ADAMTS-5 deficiency does not block aggrecanolysis at preferred cleavage sites in the chondroitin sulfate-rich region of aggrecan

Abstract

In the mouse, proteolysis in the aggrecan interglobular domain is driven by ADAMTS-5, and mice deficient in ADAMTS-5 catalytic activity are protected against aggrecan loss and cartilage damage in experimental models of arthritis. Here we show that despite ablation of ADAMTS-5 activity, aggrecanolysis can still occur at two preferred sites in the chondroitin sulfate-rich region. Retinoic acid was more effective than interleukin-1α (IL) in promoting cleavage at these sites in ADAMTS-5-deficient cartilage. These results suggest that cleavage at preferred sites in the chondroitin sulfate-rich region is mediated by ADAMTS-4 or an aggrecanase other than ADAMTS-5. Following retinoic acid or IL-1α stimulation of cartilage explants, aggrecan fragments in medium and extracts contained SELE1279 or FREEE1467 C-terminal sequences. Some SELE1279 and FREEE1467 fragments were retained in the cartilage, with intact G1 domains. Other SELE1279 fragments were released into the medium and co-migrated with the 374ALGS neoepitope, indicating they were aggrecanase-derived fragments.

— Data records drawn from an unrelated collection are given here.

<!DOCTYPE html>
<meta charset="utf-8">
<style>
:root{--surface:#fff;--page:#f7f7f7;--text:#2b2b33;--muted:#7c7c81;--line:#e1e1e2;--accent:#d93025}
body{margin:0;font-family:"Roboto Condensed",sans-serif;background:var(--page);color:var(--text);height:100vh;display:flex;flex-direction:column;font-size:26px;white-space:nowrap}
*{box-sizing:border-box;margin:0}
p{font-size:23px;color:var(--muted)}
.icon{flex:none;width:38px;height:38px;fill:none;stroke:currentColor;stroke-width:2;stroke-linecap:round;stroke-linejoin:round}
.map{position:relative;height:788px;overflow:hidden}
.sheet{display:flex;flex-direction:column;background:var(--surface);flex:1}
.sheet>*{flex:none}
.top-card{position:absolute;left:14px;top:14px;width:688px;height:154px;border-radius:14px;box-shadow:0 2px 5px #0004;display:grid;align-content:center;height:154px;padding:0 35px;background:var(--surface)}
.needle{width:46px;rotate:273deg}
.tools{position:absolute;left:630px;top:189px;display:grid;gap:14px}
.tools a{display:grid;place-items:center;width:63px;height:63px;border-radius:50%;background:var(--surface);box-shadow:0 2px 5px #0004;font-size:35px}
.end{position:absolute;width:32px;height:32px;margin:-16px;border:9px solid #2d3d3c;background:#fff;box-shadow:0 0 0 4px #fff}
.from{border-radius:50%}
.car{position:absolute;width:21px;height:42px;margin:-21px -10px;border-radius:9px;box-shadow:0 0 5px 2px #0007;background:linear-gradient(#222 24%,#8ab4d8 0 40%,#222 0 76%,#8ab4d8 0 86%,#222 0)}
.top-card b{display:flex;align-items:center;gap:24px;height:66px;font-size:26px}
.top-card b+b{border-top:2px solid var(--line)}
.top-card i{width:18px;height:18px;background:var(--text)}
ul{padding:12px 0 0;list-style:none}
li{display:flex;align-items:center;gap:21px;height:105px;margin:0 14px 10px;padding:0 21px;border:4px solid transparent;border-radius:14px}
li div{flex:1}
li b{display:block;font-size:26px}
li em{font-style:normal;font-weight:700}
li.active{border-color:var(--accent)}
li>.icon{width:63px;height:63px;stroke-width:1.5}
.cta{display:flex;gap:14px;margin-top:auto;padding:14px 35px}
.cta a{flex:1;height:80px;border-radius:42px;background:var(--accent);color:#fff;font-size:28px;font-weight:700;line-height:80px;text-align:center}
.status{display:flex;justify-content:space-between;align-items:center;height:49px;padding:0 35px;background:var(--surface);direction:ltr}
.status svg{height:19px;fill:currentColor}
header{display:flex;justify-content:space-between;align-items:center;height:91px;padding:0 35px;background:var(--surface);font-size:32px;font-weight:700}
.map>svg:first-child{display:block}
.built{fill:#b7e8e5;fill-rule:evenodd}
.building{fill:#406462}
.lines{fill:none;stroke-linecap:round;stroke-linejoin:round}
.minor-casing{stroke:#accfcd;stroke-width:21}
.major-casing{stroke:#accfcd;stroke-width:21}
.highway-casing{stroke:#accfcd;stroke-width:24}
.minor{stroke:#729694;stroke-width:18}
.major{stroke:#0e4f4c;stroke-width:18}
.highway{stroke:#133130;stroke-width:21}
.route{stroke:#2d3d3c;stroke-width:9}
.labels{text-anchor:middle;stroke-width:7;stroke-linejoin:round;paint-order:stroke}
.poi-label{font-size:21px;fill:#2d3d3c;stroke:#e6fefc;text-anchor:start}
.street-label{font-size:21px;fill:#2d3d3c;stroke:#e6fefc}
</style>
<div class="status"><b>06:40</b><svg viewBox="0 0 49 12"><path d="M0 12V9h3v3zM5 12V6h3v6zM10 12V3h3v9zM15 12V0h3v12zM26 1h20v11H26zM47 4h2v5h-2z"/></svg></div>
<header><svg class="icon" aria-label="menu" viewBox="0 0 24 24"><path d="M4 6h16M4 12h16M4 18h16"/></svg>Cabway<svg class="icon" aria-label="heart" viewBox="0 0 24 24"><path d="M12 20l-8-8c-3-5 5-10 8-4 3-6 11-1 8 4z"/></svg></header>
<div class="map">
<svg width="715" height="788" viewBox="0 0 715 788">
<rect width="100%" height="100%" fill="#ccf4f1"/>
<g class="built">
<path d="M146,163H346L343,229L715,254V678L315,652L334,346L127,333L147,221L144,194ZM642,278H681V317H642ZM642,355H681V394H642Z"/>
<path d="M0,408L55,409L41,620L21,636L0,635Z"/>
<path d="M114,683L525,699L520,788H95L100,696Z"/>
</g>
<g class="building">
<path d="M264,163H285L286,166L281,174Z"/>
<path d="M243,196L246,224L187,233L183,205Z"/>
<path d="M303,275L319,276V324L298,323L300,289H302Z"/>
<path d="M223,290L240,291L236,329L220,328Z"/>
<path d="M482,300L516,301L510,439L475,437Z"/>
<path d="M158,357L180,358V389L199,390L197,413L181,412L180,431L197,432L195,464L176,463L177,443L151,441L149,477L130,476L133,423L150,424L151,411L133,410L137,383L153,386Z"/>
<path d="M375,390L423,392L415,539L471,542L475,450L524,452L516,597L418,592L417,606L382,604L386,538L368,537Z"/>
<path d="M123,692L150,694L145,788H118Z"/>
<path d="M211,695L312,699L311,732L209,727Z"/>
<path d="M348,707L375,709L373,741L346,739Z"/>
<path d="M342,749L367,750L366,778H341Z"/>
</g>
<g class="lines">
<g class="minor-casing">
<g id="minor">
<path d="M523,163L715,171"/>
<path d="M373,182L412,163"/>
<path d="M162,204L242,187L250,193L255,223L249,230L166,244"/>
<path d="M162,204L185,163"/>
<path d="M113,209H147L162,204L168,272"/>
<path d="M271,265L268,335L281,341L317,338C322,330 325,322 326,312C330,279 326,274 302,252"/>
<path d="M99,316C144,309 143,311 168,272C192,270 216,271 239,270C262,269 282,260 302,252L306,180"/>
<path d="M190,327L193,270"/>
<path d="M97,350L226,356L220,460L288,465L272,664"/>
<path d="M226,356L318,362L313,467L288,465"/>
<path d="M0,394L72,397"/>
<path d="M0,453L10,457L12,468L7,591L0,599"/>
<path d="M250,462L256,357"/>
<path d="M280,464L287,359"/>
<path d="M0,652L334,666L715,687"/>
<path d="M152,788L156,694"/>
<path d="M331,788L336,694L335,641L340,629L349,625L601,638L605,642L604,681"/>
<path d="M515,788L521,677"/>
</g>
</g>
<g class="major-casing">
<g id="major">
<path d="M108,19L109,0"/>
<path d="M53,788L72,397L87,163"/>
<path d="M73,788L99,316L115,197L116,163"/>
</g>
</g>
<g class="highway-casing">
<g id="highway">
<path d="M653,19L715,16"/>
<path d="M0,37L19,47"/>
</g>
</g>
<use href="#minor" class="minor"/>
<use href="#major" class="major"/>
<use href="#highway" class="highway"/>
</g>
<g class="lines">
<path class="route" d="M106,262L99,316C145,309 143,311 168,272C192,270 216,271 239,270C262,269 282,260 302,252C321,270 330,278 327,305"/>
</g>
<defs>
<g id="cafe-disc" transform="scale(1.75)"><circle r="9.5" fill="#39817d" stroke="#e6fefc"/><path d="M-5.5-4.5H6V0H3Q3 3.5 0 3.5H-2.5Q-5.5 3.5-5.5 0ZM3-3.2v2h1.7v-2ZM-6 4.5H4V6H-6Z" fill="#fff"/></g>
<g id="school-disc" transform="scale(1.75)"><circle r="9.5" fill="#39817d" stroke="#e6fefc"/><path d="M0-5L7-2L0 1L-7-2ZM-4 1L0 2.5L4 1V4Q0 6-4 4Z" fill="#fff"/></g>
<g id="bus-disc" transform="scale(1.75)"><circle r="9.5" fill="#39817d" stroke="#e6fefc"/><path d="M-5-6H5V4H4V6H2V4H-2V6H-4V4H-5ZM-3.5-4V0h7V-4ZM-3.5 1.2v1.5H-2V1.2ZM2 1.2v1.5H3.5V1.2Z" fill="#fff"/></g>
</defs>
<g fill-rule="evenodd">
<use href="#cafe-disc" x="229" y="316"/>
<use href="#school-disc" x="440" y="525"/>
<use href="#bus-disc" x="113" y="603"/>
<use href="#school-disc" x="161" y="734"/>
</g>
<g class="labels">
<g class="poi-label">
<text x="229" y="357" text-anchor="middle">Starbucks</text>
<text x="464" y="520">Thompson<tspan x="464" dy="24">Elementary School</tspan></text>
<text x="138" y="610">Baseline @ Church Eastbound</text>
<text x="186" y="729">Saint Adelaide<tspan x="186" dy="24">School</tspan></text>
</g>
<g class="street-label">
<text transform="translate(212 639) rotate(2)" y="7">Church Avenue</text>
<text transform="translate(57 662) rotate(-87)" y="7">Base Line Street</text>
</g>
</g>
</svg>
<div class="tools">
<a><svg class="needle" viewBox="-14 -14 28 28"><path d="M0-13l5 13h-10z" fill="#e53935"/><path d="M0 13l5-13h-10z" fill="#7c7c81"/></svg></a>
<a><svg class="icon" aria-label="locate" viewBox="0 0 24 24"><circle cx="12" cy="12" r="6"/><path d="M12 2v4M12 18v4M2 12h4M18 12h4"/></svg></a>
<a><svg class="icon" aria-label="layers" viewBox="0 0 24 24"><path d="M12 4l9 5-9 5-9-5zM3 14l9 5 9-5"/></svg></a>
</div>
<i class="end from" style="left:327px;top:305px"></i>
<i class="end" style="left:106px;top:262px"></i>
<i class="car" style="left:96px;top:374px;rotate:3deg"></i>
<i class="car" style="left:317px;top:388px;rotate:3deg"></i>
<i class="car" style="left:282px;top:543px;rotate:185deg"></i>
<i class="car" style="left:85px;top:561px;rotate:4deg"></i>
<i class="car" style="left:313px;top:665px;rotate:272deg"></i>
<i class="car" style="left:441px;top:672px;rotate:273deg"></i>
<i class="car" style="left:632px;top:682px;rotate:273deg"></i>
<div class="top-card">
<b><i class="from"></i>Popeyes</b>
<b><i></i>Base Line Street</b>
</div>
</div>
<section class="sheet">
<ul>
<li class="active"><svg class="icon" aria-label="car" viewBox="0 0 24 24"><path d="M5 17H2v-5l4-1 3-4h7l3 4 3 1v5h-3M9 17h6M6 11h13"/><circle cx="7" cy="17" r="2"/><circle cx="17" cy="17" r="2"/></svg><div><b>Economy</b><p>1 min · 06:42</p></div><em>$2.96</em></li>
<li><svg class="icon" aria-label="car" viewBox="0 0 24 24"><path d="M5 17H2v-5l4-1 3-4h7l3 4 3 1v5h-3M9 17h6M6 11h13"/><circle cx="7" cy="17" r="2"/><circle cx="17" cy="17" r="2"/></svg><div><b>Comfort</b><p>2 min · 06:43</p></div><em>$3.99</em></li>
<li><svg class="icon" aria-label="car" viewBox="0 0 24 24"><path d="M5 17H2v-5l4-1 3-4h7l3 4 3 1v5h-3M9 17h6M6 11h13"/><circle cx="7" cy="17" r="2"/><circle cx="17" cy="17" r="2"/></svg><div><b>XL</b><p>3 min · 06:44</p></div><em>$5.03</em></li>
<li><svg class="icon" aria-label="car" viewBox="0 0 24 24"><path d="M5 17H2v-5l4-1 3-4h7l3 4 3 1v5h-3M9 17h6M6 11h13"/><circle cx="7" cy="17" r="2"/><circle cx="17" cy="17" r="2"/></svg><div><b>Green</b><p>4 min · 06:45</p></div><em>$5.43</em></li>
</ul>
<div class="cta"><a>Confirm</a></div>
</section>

In contrast none of the FREEE1467 fragments released into the medium co-migrated with the 374ALGS neoepitope, suggesting that, despite their size, these fragments were not products of aggrecanase cleavage in the interglobular domain. ADAMTS-5, but not ADAMTS-1, -4, or -9, was up-regulated 8-fold by retinoic acid and 17-fold by IL-1α treatment. The data show that whereas ADAMTS-5 is entirely responsible for cleavage in the interglobular domain, cleavage in the chondroitin sulfate-rich region is driven either by ADAMTS-4, which compensates for loss of ADAMTS-5 in this experimental system, or possibly by another aggrecanase. The data show that there are differential aggrecanase activities with preferences for separate regions of the core protein. © 2007 by The American Society for Biochemistry and Molecular Biology, Inc.